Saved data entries

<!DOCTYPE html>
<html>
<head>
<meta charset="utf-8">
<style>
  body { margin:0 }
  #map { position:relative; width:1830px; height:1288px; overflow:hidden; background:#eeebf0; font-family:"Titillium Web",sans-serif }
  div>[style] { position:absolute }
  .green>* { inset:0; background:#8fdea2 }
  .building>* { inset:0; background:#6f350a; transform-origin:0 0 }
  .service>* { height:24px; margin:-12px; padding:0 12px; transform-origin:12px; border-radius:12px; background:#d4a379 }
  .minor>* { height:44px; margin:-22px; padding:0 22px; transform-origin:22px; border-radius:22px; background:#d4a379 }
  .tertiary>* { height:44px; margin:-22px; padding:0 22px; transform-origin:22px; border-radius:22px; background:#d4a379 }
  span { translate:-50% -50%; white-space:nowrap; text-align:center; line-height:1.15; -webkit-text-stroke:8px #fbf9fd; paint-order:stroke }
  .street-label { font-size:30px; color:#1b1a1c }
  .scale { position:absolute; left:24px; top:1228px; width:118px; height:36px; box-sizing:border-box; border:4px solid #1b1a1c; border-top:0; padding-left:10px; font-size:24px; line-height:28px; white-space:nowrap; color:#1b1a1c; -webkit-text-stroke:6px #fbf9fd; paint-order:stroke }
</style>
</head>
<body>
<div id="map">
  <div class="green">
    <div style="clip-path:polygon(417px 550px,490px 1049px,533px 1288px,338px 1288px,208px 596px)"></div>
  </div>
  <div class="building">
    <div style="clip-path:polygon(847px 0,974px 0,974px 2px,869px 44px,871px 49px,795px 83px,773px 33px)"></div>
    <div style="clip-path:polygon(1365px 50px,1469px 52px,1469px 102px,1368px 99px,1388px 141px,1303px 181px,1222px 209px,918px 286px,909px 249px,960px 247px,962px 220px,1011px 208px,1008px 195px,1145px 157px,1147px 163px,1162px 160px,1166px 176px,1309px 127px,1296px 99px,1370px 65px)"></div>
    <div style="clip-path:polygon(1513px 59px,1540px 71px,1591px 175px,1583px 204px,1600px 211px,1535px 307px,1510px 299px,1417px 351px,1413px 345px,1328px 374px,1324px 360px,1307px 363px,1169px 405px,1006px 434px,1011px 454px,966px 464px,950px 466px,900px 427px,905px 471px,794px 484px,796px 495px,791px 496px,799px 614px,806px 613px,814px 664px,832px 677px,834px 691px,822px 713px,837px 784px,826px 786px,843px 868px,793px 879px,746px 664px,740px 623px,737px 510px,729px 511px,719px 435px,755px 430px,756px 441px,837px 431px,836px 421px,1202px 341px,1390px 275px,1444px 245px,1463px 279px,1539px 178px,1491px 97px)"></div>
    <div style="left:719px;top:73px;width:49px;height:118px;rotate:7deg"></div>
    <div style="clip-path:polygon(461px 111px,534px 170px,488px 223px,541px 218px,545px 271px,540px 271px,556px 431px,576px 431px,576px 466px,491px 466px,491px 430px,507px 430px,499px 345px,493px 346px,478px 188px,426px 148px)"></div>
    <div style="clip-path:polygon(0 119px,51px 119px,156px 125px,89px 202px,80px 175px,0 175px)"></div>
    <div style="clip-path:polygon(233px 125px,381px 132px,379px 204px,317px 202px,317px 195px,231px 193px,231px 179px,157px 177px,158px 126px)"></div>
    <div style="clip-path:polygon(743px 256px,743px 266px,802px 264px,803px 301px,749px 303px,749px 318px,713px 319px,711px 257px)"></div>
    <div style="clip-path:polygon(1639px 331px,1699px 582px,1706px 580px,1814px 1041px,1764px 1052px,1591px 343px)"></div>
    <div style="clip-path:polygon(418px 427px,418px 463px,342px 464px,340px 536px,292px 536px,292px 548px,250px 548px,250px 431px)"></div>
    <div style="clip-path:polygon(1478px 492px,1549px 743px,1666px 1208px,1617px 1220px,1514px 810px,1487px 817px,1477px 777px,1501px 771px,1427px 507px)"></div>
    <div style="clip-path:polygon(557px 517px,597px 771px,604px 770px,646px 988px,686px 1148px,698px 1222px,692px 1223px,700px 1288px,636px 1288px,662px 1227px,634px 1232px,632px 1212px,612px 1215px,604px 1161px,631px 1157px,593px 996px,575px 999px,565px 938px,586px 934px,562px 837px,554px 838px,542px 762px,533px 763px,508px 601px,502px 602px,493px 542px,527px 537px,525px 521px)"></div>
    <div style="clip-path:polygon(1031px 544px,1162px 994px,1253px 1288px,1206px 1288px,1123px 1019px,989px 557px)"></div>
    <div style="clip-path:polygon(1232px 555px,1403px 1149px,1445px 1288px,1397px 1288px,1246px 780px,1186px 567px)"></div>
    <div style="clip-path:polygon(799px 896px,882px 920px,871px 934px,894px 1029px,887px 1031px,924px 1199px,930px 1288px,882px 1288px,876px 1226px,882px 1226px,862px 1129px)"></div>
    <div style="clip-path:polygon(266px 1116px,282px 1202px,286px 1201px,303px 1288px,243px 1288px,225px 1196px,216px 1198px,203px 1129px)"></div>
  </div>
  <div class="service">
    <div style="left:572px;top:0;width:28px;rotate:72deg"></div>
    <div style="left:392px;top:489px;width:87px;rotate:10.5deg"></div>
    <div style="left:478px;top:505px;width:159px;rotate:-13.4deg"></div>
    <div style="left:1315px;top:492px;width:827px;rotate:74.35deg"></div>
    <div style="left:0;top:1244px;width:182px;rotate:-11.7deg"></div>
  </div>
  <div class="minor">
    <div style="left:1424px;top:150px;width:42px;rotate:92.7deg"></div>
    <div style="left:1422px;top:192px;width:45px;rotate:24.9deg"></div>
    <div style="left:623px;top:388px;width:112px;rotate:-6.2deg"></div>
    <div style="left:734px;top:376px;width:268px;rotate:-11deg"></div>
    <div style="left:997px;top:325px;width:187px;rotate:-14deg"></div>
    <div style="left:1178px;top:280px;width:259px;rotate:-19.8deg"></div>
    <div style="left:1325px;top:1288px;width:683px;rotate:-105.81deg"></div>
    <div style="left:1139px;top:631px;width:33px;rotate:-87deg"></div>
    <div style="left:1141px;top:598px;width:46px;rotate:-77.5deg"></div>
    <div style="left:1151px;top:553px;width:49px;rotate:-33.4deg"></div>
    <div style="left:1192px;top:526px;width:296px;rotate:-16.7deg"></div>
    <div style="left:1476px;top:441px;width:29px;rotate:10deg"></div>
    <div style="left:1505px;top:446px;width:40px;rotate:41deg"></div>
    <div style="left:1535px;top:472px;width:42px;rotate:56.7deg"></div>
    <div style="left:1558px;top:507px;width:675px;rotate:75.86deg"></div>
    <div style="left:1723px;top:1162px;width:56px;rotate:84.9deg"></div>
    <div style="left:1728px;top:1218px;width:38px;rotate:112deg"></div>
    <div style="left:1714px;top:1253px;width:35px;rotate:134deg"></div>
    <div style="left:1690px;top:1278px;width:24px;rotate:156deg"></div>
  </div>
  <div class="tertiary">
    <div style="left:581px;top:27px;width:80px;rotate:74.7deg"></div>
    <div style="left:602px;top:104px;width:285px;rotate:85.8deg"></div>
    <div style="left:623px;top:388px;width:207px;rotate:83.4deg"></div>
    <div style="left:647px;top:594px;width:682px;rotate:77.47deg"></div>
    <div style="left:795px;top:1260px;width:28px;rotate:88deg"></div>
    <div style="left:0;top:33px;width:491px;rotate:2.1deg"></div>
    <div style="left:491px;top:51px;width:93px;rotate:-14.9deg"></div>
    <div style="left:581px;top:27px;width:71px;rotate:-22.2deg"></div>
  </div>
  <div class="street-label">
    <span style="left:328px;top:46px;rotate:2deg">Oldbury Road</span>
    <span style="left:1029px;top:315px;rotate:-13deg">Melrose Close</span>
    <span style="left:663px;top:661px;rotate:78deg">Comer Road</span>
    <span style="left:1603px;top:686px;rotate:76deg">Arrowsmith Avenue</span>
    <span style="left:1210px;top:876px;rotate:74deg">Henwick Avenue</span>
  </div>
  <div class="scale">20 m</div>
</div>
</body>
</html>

> _Exercise objective_: Starting at the first line of the records above, please copy each line exactly until you reach the line containing "height:24px; margin:-12px; padding:0". Include that line and stop there.

> _Task solution_:
<!DOCTYPE html>
<html>
<head>
<meta charset="utf-8">
<style>
  body { margin:0 }
  #map { position:relative; width:1830px; height:1288px; overflow:hidden; background:#eeebf0; font-family:"Titillium Web",sans-serif }
  div>[style] { position:absolute }
  .green>* { inset:0; background:#8fdea2 }
  .building>* { inset:0; background:#6f350a; transform-origin:0 0 }
  .service>* { height:24px; margin:-12px; padding:0 12px; transform-origin:12px; border-radius:12px; background:#d4a379 }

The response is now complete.